#### EXTRACTED ENTRIES:
- - - - - - -

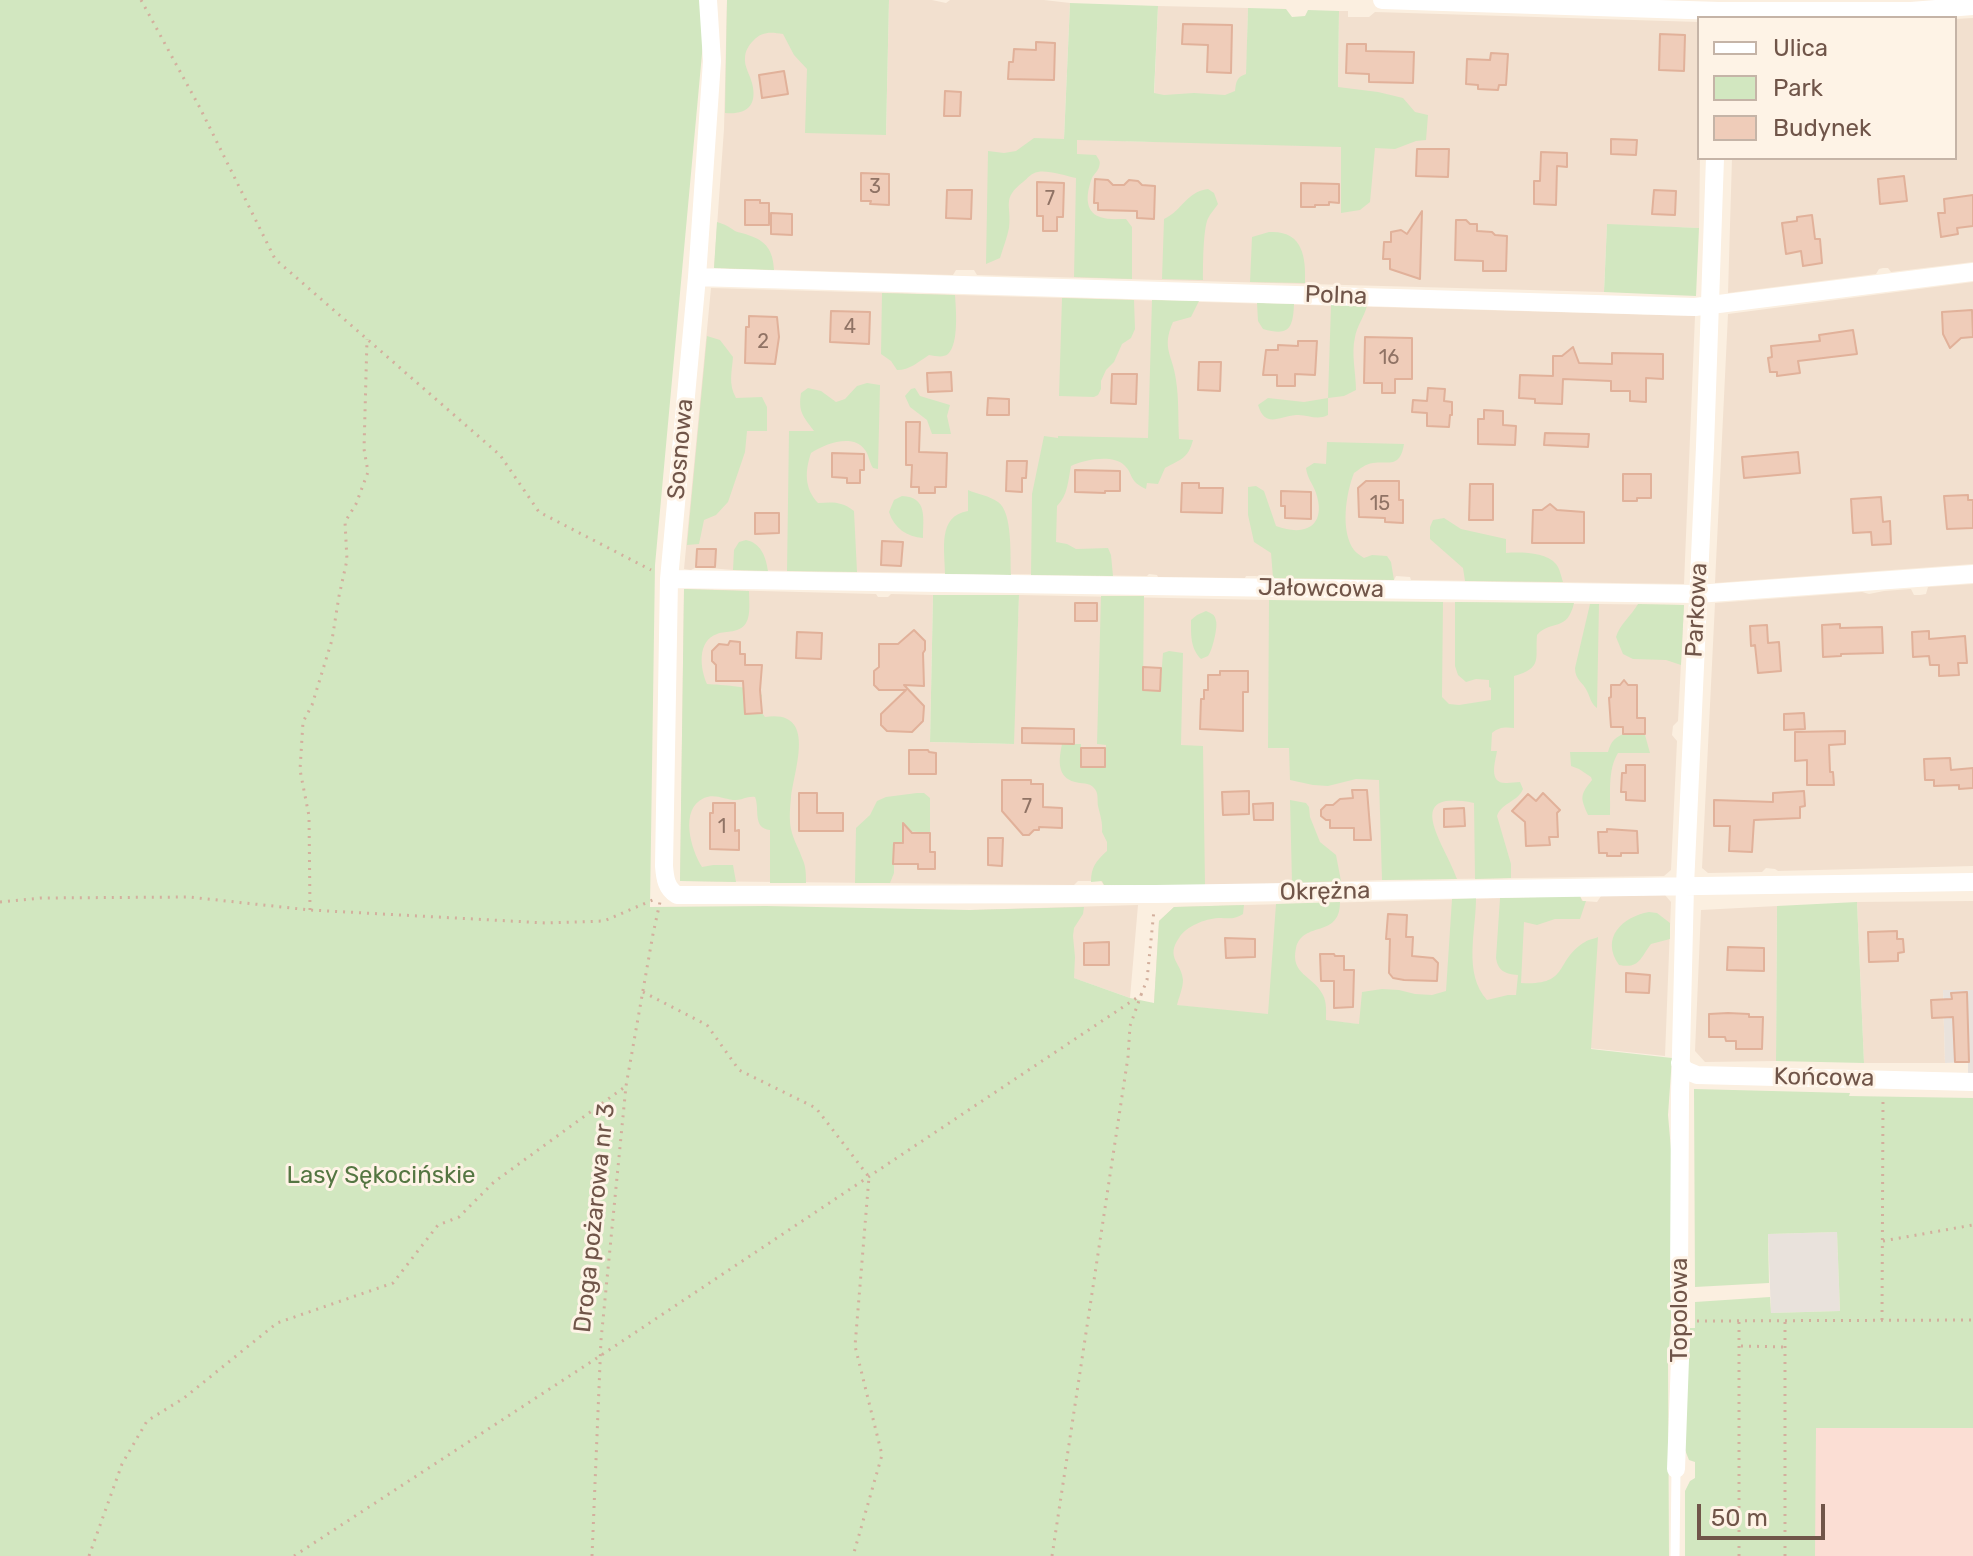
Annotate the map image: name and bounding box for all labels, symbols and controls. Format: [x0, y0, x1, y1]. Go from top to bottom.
legend [1697, 16, 1957, 160]
text: Ulica [1773, 34, 1828, 62]
text: Park [1773, 74, 1823, 102]
text: Budynek [1773, 114, 1871, 142]
house number: 3 [869, 175, 881, 199]
house number: 7 [1045, 187, 1055, 211]
street label: Polna [1304, 281, 1368, 311]
house number: 4 [844, 315, 856, 339]
house number: 2 [757, 330, 769, 354]
house number: 16 [1379, 346, 1399, 370]
street label: Sosnowa [662, 397, 700, 501]
house number: 15 [1370, 492, 1390, 516]
street label: Parkowa [1680, 562, 1714, 658]
street label: Jałowcowa [1258, 574, 1384, 604]
house number: 7 [1022, 795, 1032, 819]
house number: 1 [718, 815, 726, 839]
street label: Okrężna [1279, 877, 1371, 907]
street label: Końcowa [1773, 1063, 1875, 1093]
street label: Droga pożarowa nr 3 [569, 1102, 621, 1334]
park label: Lasy Sękocińskie [286, 1162, 476, 1190]
street label: Topolowa [1666, 1258, 1694, 1362]
scale bar [1701, 1488, 1829, 1538]
text: 50 m [1711, 1504, 1768, 1532]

- - - - - - -

#### YOUR TASK:
Restate the data word for word without pictures.

#### EXERCISE ANSWER:
Annotate the map image: name and bounding box for all labels, symbols and controls. Format: [x0, y0, x1, y1]. Go from top to bottom.
legend [1697, 16, 1957, 160]
text: Ulica [1773, 34, 1828, 62]
text: Park [1773, 74, 1823, 102]
text: Budynek [1773, 114, 1871, 142]
house number: 3 [869, 175, 881, 199]
house number: 7 [1045, 187, 1055, 211]
street label: Polna [1304, 281, 1368, 311]
house number: 4 [844, 315, 856, 339]
house number: 2 [757, 330, 769, 354]
house number: 16 [1379, 346, 1399, 370]
street label: Sosnowa [662, 397, 700, 501]
house number: 15 [1370, 492, 1390, 516]
street label: Parkowa [1680, 562, 1714, 658]
street label: Jałowcowa [1258, 574, 1384, 604]
house number: 7 [1022, 795, 1032, 819]
house number: 1 [718, 815, 726, 839]
street label: Okrężna [1279, 877, 1371, 907]
street label: Końcowa [1773, 1063, 1875, 1093]
street label: Droga pożarowa nr 3 [569, 1102, 621, 1334]
park label: Lasy Sękocińskie [286, 1162, 476, 1190]
street label: Topolowa [1666, 1258, 1694, 1362]
scale bar [1701, 1488, 1829, 1538]
text: 50 m [1711, 1504, 1768, 1532]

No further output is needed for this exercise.